We are grateful to the three reviewers for the critical comments and valuable suggestions that have helped us to improve our paper. Especially, based on the second comments of the Reviewer #1, we performed additional analysis of machine-learning algorithms and show the results in Table 5. Also, Figure 12 was revised to compare the machine-learning algorithm and other estimation methods. The details, including responses to other comments, have been revised as follows.
Reviewer 1
- First, the significance is of this study is not well elaborated. The deep learning approach does not estimate LAI directly, but requires destructive LAI ground truth. To build a representative model, a large amount of ground truth needs to be collected along with collocated UAV images, which is unrealistic. Even if we have adequate ground truth data, why not just using high spatiotemporal resolution multispectral satellite data, e.g., CubeSat or even HLS, to scale up?
Response:
We think destructive sampling is necessary because accurate ground truth data is needed to develop a precise estimation model. However, as you mentioned, it is difficult to collect a large amount of ground data by direct sampling. We made a comment that it would be possible to obtain a ground truth easily by using PCA in a correct way (L396-400).
One of the significances of this study is that a visible camera mounted on a UAV enables detailed monitoring of the growth of rice. Hence, we added more information about the advantages of UAV in the introduction section briefly (L59-62). Also, we put a comment about resolution and future perspectives of UAV image analysis for scaling up to wider area in the discussion and conclusion section (L370-372, 375-376, 407-410).
- Second, the experiment is not well designed. The author only compared super-complex deep learning approach with super-simple linear/exponential/logarithmic approaches. This cannot fully demonstrate the advantage of deep learning approach. I suggest user incorporate some commonly-used machine learning approaches, such as PLSR, ANN and RF, with 9 CIs + RGB + multiple textural features as inputs. In this way, we can see whether the deep learning has significant improvement over well-designed machine learning or not.
Response:
We really appreciate your comments. In this revised version, we newly evaluated four kinds of machine-learning algorithms (artificial neural network, partial least squares regression, random forest and support vector regression) for the comparison with DL approach. As a result, DL was superior to other machine-learning algorithms and its potential was shown. I added the explanation of model development (L197-204). Table 5 was revised to show the results of the estimation accuracy of each model and added comment in results section (L271 - 280). Figure 12 was also revised and brief discussions about comparison of estimation accuracy of machine-learning algorithms and other methods were developed (L327, L341-347).
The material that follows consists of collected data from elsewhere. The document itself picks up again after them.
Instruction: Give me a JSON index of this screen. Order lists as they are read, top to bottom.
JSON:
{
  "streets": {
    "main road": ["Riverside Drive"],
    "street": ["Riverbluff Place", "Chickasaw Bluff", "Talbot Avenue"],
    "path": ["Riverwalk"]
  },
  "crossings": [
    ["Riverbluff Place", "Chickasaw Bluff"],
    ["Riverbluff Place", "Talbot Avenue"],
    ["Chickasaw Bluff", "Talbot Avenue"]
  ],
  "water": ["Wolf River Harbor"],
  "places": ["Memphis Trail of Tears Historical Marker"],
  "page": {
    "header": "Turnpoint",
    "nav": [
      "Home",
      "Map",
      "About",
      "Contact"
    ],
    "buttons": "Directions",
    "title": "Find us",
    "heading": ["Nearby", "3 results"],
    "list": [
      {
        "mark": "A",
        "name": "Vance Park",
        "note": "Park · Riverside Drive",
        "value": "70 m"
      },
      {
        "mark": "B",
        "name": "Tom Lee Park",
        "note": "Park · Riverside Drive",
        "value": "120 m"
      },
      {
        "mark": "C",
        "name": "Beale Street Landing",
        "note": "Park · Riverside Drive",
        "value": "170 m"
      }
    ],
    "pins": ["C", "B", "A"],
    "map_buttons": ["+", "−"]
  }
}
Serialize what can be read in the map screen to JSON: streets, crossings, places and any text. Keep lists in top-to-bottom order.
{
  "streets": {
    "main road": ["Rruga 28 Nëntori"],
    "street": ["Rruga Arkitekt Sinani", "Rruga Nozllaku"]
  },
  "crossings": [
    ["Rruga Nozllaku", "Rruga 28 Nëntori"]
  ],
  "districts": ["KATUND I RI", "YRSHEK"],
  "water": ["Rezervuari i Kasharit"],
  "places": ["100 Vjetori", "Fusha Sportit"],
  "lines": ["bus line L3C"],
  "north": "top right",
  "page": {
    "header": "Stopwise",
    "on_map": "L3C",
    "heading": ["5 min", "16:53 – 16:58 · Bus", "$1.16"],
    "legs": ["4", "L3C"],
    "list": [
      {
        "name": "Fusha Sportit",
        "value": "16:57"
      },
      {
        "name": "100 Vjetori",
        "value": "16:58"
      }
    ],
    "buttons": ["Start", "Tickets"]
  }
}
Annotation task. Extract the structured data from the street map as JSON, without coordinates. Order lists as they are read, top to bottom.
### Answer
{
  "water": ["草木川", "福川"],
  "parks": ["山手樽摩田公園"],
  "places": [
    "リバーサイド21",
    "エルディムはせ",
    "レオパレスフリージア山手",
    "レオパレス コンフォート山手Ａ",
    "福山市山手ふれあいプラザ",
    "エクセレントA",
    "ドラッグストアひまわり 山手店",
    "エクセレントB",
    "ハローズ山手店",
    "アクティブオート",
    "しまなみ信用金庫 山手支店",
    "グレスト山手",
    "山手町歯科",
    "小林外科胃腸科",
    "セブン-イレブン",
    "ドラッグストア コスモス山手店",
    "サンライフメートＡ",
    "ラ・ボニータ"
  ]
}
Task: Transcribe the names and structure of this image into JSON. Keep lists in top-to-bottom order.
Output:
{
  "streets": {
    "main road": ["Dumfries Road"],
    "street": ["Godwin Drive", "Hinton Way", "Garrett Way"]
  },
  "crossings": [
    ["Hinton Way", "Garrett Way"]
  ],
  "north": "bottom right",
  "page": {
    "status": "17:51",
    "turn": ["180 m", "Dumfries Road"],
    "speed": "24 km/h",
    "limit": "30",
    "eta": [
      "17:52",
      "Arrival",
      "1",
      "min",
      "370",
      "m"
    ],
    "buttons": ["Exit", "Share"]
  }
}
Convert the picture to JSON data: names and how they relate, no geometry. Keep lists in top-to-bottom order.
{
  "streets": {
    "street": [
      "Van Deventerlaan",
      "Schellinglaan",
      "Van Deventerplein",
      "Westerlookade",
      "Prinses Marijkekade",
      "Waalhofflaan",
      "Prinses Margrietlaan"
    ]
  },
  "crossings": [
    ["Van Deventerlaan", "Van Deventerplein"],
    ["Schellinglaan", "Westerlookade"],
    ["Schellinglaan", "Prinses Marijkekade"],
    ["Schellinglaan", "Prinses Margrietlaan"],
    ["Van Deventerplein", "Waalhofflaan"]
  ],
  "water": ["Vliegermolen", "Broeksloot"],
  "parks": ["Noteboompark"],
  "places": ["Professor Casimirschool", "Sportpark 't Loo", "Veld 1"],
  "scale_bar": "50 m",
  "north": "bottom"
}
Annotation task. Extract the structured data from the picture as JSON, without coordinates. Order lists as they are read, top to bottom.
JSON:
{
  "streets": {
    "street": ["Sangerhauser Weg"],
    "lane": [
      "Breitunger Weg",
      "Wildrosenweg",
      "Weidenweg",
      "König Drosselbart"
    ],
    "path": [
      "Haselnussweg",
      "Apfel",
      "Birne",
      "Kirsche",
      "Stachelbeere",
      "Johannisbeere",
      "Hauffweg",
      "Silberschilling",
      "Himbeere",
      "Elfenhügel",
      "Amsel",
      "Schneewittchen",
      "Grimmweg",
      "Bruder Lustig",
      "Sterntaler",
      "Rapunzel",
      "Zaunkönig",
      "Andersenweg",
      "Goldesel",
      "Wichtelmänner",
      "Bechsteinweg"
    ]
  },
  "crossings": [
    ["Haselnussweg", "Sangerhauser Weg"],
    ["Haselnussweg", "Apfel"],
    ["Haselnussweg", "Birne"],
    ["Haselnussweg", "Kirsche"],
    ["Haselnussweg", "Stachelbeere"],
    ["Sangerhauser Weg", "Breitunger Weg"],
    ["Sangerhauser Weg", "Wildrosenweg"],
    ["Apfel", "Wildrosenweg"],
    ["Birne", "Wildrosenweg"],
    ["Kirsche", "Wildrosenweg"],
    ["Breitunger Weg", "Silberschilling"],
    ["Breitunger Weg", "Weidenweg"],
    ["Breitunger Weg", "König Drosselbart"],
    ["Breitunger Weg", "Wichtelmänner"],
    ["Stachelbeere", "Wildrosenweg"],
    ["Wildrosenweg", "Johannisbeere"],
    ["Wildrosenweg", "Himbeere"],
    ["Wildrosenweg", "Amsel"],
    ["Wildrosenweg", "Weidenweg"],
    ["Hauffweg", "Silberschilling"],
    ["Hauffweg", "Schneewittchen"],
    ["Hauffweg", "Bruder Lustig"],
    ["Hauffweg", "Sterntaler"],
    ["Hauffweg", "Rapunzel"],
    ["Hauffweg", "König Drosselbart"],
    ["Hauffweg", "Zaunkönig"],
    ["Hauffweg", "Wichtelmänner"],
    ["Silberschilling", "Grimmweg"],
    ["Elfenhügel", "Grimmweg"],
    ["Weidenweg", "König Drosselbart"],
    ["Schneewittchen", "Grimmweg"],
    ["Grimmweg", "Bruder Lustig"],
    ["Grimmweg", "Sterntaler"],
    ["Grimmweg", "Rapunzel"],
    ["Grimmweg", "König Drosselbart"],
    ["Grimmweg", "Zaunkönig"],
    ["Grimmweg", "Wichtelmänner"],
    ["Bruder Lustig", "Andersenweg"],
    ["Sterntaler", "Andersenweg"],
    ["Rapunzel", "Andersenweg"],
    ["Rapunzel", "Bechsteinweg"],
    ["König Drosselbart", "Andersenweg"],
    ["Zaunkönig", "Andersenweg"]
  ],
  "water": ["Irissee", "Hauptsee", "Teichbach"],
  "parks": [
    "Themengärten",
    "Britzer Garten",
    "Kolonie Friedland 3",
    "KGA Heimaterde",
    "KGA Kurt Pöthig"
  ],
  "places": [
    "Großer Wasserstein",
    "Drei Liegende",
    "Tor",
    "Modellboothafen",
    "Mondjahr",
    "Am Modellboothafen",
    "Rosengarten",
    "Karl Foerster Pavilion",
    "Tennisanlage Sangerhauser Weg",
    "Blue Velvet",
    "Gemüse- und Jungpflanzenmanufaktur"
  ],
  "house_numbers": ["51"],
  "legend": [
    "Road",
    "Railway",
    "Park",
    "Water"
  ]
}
- Third, the deep learning part is too black-boxed and lack of justification and interpretation. How was the complex network architectures and various model parameters determined? What's the sensitivity of these configurations? What's the performance for training/validation/testing datasets, respectively? What are the underlying mechanism and potential feature leading to better performance of the deep learning? How many (n=48 in this study) and what kind (8 hills (60 cm x 60 cm) in this study) of ground truth is needed. I had rich experience in destructive LAI measurements for rice. I'd say the ground truth data in this study is extremely costly.
Response:
As you pointed out, further study is needed to determine the optimal network structure. In this study, however, ResNeXt was used for estimation model development from images because it is an improved version of ResNet, which brought a breakthrough in the task of image recognition. It is also one of the reasons that ResNeXt showed its high potential in agricultural research (e.g. Afonso et al., 2019; Liu et al., 2020). We added more explanation about these contents (L213 - 217) and Table 6 of the information of hyper parameters of DL to improve the reproducibility (L226-227). Moreover, we added the results of the training data indicating that the training data was fitted (L285-287, 298-300).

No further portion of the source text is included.